**Description of the task:**
Working from the entries below, count every line that includes the word "paint". Return the figure alone.

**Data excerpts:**
========================

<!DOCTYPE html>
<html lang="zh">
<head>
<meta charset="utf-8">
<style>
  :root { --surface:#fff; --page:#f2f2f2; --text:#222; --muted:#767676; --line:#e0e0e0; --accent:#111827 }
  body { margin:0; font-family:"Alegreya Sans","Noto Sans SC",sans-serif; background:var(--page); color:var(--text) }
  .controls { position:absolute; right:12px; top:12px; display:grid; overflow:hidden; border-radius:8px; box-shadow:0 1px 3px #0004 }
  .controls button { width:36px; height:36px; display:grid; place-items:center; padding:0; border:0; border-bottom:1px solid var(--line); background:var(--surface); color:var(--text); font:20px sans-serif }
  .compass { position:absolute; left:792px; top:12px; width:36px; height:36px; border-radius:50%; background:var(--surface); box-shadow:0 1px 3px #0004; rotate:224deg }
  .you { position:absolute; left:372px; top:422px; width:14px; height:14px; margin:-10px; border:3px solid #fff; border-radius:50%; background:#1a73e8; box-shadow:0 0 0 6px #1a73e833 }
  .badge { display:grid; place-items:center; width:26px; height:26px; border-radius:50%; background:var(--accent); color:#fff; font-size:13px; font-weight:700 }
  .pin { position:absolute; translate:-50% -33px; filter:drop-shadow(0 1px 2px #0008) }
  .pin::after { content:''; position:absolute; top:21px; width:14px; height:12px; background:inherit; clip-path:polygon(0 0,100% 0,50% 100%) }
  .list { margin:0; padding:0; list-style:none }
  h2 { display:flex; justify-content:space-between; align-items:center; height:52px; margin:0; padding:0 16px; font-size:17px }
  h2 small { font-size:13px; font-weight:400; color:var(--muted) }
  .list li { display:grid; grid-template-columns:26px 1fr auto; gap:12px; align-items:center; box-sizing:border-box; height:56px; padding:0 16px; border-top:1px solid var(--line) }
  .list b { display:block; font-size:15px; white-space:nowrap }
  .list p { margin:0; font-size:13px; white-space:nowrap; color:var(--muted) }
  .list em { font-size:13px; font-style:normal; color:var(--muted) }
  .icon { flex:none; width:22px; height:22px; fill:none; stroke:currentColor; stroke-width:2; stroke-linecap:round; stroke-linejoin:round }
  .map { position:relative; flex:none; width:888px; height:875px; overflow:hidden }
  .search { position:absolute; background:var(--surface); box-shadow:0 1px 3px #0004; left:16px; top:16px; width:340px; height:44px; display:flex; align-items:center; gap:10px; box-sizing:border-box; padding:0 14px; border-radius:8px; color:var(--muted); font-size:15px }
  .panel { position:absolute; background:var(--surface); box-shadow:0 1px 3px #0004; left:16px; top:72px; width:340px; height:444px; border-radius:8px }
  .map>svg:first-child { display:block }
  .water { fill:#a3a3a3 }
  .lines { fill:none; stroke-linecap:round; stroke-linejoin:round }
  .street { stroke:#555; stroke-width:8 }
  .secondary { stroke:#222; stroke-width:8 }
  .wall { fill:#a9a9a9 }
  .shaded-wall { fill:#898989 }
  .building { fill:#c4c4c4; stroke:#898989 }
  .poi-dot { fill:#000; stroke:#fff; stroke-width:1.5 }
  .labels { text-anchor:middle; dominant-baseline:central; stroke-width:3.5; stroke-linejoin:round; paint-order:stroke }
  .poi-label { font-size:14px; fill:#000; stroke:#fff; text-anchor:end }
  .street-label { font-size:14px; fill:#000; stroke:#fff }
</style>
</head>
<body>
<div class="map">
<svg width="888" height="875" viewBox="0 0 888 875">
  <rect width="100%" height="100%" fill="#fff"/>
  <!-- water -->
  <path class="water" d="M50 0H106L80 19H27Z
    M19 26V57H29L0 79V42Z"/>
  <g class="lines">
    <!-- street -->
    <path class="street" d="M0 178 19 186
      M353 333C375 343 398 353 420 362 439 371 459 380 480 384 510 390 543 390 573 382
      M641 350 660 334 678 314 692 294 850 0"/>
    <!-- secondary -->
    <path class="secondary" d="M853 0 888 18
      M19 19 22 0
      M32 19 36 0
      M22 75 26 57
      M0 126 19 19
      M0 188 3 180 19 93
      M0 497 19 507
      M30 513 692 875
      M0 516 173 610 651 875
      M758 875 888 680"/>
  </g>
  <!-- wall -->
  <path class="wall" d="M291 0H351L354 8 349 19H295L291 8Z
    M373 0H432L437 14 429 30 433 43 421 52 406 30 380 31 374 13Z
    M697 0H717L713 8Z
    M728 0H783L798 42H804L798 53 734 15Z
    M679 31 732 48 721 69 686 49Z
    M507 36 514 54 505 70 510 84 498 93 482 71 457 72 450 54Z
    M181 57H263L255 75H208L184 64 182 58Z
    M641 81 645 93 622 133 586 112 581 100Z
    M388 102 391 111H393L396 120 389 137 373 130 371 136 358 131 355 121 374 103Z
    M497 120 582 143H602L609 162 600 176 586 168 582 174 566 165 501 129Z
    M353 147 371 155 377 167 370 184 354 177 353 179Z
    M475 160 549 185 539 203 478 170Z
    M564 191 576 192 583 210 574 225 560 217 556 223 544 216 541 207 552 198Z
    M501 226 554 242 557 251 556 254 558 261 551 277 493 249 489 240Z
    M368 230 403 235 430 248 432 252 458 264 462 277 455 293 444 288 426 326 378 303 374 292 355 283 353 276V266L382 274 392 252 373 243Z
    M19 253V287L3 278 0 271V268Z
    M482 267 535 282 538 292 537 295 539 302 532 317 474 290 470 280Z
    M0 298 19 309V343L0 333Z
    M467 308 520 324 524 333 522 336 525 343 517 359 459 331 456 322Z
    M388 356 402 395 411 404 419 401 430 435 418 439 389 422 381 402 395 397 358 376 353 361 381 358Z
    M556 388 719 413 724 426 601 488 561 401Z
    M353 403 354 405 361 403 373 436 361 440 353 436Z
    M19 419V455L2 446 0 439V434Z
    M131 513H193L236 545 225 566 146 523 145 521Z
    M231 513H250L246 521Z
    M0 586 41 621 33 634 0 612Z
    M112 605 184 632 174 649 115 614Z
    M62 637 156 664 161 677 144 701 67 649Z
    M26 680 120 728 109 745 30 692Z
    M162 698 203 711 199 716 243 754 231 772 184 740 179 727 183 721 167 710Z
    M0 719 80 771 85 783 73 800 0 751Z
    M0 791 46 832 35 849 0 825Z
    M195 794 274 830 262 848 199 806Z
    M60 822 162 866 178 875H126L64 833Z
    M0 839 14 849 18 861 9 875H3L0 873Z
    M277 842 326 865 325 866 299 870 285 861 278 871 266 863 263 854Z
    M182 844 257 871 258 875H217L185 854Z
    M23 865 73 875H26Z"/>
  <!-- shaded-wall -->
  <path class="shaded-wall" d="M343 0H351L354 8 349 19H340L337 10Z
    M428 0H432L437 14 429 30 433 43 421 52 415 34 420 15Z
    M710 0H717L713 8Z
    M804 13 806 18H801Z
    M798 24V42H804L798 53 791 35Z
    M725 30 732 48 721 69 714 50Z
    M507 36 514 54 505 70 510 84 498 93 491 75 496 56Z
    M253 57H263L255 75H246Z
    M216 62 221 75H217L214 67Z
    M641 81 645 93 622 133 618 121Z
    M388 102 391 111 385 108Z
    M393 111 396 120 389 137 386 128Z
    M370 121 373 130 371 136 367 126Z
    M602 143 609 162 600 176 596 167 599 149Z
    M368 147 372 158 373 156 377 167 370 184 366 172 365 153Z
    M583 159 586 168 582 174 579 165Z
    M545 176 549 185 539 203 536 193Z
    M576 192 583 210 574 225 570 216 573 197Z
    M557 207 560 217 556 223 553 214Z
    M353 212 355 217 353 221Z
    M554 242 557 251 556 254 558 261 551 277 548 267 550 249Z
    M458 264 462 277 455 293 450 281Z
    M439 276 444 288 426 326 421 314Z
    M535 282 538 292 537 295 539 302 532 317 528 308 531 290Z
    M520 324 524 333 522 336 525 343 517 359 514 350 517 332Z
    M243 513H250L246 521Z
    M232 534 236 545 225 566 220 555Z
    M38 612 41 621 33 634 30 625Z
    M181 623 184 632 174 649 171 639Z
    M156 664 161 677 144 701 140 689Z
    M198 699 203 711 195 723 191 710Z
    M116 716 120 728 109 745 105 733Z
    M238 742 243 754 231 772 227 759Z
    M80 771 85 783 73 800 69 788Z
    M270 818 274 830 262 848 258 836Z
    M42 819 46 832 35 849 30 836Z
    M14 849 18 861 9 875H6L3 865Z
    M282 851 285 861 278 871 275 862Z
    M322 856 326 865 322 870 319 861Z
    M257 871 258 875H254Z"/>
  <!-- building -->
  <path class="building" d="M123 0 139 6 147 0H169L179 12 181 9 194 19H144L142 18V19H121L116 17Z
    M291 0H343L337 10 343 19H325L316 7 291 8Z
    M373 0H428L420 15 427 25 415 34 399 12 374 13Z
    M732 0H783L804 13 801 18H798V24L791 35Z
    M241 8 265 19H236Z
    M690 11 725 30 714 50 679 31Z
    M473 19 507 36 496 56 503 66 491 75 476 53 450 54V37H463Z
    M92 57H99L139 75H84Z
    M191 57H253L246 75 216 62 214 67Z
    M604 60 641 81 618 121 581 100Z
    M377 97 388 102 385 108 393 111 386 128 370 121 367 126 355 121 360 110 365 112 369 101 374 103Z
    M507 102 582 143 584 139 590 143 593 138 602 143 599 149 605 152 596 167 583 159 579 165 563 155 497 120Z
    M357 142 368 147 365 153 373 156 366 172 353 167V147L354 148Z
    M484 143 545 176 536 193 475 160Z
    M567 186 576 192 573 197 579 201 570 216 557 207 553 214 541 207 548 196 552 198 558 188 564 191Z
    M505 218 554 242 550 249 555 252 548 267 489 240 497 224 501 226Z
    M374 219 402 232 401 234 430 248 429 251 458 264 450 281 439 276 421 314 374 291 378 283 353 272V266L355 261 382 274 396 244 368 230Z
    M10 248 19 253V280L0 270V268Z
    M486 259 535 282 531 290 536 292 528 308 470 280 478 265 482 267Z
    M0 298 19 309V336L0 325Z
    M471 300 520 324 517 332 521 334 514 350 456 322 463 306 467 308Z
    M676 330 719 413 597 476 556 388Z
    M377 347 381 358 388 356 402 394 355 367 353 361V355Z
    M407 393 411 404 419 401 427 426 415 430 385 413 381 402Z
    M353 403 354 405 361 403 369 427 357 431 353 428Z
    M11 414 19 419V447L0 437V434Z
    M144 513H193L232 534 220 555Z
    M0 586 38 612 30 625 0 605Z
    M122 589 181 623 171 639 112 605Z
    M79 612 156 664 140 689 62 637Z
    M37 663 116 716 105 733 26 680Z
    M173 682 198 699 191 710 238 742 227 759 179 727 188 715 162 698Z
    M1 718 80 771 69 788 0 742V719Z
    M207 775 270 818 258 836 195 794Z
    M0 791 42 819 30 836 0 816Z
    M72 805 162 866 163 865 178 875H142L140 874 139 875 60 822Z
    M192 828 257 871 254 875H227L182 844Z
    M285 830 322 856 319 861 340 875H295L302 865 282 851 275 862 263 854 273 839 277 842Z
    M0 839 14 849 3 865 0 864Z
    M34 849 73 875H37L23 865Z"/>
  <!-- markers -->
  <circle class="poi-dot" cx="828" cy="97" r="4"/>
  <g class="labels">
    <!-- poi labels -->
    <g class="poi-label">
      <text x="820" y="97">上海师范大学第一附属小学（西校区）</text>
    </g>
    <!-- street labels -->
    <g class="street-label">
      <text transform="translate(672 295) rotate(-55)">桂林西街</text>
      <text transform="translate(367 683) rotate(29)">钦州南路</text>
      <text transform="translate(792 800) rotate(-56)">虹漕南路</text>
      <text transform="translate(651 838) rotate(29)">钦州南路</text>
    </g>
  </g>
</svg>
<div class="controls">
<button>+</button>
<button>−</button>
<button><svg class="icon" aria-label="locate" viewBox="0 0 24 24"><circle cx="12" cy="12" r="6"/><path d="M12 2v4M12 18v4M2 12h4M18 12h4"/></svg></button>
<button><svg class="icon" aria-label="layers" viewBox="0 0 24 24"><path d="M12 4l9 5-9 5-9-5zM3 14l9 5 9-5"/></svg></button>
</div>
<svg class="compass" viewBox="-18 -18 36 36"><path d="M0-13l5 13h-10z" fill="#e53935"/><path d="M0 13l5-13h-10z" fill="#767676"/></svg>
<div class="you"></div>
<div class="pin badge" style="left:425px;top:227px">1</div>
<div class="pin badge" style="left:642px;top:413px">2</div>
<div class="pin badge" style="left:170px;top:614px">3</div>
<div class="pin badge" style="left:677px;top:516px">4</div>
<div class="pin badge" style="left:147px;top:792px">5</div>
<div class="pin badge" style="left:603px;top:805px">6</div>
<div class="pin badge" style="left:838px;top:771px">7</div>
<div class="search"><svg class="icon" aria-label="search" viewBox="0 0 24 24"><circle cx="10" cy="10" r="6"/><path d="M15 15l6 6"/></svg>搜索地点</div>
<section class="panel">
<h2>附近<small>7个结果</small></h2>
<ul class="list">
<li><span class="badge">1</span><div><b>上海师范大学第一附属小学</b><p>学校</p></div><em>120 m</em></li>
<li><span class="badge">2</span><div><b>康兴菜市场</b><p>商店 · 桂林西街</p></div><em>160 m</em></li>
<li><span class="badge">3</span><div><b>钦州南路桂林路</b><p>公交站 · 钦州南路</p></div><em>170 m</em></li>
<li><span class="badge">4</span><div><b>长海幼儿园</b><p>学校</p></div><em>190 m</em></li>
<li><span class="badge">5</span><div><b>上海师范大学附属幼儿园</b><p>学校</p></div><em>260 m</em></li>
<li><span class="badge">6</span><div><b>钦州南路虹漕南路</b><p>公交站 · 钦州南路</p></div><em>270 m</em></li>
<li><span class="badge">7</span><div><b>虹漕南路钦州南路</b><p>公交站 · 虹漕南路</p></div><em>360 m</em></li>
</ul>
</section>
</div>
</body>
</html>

========================

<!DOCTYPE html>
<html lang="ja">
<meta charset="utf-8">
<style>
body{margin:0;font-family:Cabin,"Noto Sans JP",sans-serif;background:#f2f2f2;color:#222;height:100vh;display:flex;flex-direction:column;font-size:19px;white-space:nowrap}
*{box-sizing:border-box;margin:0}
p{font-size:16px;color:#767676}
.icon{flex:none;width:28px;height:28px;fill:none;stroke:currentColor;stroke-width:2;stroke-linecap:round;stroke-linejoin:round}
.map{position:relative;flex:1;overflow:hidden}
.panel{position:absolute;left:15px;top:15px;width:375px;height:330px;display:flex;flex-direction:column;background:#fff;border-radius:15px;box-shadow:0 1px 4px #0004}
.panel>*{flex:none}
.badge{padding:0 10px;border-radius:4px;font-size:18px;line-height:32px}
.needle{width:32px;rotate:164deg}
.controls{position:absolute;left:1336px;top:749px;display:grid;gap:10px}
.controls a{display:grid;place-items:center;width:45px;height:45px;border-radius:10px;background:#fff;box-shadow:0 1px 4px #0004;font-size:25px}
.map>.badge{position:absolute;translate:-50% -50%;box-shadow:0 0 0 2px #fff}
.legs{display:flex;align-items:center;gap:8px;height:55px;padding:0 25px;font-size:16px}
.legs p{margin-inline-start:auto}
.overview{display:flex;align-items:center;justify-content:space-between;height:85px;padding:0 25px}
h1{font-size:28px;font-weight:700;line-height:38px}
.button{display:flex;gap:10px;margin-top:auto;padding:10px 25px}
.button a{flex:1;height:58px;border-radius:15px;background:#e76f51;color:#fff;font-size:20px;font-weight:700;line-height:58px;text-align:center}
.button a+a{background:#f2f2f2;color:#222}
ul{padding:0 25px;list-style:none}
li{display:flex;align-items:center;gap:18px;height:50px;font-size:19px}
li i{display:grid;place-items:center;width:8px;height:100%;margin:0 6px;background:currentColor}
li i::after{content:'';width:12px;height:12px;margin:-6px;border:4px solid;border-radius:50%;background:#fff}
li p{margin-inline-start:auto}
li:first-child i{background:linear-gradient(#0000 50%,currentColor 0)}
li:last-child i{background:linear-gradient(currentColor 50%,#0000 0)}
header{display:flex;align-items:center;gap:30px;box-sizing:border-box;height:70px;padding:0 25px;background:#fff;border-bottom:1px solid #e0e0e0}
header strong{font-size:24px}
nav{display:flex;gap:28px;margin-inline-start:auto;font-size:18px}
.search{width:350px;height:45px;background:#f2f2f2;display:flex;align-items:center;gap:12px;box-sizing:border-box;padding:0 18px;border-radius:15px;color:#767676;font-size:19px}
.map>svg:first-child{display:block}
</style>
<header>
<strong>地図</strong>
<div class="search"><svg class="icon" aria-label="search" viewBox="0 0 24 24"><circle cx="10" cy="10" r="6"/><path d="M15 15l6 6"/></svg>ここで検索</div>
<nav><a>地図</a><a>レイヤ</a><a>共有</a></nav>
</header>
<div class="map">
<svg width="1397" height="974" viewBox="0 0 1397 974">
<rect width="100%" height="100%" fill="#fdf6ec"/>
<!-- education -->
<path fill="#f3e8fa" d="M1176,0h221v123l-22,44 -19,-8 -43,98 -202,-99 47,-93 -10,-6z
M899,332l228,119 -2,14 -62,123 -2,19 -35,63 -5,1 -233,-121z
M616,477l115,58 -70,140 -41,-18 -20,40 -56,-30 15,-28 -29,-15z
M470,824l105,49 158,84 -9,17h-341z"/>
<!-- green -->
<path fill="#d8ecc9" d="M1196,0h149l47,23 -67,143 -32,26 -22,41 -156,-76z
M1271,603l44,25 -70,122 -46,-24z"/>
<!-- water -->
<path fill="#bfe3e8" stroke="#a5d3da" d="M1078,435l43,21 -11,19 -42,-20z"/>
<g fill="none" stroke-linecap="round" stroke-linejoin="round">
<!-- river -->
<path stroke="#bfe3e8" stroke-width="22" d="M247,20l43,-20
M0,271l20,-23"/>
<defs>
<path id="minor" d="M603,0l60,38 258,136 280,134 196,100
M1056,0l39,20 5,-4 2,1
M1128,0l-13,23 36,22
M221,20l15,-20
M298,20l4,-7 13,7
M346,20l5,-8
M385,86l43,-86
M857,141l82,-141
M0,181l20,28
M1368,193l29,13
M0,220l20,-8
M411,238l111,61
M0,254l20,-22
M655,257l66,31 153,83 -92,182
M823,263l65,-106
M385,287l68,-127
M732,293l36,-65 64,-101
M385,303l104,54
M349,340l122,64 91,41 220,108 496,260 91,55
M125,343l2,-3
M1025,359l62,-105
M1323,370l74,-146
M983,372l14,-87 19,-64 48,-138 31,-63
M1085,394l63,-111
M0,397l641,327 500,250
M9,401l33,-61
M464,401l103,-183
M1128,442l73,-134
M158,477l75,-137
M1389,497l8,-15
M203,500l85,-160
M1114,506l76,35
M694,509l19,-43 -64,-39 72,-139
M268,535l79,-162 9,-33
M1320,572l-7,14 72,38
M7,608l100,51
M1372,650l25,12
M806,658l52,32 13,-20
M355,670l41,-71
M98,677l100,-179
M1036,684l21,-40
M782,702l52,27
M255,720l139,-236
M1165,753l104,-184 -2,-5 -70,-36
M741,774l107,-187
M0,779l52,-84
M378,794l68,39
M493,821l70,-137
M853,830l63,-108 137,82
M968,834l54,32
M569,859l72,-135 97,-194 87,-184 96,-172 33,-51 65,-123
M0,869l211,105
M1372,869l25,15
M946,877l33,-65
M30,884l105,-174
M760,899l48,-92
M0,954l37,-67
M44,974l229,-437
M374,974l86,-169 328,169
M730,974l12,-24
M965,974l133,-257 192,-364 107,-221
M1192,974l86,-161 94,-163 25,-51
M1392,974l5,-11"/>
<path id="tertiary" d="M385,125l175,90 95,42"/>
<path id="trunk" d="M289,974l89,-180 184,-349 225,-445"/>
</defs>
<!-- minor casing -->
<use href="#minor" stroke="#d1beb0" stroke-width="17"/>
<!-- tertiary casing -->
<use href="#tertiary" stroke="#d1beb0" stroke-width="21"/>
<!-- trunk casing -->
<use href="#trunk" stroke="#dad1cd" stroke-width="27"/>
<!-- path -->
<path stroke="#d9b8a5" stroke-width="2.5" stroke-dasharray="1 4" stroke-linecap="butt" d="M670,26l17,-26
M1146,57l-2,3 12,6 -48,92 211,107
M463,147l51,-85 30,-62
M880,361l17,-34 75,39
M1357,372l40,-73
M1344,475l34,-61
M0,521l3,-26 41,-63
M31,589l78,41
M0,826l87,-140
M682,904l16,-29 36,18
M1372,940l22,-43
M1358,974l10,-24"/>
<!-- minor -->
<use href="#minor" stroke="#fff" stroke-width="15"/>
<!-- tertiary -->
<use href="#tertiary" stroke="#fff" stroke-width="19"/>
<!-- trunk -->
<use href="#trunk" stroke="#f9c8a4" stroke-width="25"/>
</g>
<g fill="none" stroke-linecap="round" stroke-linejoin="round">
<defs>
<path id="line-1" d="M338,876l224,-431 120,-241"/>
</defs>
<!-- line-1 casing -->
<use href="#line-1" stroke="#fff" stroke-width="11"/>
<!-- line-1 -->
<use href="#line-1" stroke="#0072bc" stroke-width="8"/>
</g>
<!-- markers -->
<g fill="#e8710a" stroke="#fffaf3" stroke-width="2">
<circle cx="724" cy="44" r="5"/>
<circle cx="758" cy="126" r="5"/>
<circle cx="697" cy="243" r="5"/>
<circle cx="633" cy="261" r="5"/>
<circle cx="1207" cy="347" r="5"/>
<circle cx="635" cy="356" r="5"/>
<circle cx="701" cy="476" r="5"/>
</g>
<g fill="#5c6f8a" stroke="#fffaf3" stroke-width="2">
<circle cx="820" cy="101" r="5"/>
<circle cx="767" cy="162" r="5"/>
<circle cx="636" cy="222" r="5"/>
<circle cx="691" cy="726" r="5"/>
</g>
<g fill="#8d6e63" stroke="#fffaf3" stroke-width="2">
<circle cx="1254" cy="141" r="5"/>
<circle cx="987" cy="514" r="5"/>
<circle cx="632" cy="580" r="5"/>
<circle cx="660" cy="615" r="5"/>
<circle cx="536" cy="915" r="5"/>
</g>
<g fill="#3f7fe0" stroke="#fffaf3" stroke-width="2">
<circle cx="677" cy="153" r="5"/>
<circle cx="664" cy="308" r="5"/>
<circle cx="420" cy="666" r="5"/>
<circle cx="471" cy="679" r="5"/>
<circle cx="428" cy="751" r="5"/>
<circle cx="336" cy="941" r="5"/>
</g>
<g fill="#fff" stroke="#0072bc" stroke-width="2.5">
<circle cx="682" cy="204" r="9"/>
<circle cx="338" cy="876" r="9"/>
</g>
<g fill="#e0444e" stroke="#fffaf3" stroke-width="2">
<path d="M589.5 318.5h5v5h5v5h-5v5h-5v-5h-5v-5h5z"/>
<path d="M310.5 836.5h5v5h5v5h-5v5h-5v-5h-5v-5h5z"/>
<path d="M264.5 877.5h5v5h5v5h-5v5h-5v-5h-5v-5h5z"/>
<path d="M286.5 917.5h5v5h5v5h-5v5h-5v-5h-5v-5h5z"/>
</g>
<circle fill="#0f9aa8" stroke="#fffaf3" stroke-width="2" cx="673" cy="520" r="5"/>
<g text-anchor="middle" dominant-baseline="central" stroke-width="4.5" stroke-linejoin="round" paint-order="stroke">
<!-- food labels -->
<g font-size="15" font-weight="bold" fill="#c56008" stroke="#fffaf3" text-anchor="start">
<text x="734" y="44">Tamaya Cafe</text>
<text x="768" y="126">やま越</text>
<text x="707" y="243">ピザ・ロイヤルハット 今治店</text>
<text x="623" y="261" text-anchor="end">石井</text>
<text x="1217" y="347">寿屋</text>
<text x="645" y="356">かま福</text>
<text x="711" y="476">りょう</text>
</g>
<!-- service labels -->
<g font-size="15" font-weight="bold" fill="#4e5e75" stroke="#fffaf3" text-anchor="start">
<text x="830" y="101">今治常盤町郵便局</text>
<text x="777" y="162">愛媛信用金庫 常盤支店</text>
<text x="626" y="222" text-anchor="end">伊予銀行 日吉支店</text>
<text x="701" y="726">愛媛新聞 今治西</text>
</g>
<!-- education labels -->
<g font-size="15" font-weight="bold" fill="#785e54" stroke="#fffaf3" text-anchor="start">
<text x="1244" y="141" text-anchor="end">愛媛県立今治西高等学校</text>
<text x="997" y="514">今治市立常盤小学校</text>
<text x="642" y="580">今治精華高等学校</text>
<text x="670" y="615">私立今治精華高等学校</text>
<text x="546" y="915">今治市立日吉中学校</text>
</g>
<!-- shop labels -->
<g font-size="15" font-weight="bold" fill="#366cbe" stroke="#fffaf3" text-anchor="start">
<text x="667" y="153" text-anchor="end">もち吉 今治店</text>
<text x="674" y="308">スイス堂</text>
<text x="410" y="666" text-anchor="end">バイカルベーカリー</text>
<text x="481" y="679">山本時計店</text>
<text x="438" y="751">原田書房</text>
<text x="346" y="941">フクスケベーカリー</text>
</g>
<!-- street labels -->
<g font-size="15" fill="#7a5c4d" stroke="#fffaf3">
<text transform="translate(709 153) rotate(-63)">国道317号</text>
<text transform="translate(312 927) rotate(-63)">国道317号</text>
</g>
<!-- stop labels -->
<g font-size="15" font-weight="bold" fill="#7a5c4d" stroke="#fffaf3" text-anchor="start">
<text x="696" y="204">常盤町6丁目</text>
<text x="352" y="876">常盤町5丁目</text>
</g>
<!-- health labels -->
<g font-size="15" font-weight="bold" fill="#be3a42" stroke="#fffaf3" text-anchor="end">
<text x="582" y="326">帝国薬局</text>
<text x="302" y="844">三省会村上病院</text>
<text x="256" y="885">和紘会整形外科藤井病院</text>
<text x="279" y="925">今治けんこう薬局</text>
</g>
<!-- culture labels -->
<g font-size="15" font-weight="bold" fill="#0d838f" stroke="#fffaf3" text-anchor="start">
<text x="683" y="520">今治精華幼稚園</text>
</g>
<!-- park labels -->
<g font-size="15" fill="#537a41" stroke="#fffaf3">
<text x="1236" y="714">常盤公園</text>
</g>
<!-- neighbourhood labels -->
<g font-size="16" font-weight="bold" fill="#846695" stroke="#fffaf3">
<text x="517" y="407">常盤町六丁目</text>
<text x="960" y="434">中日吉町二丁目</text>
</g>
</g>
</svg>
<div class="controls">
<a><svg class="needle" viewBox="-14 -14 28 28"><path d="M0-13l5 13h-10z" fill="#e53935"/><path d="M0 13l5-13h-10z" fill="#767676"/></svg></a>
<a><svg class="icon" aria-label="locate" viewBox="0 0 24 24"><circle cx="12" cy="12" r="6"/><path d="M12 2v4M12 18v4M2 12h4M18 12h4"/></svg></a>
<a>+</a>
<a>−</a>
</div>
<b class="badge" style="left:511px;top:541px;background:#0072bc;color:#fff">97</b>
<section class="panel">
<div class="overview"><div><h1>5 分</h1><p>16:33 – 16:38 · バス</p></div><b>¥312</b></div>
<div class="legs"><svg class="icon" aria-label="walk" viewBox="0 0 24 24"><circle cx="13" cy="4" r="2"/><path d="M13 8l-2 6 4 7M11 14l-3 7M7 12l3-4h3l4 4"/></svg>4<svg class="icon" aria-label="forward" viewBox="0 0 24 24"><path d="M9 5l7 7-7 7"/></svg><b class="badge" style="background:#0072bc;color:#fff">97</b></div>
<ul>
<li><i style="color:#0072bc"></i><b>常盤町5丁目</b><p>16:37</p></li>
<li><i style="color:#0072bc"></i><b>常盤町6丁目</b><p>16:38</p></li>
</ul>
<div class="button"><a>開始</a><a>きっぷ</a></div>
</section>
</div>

========================

**Solution below:**
2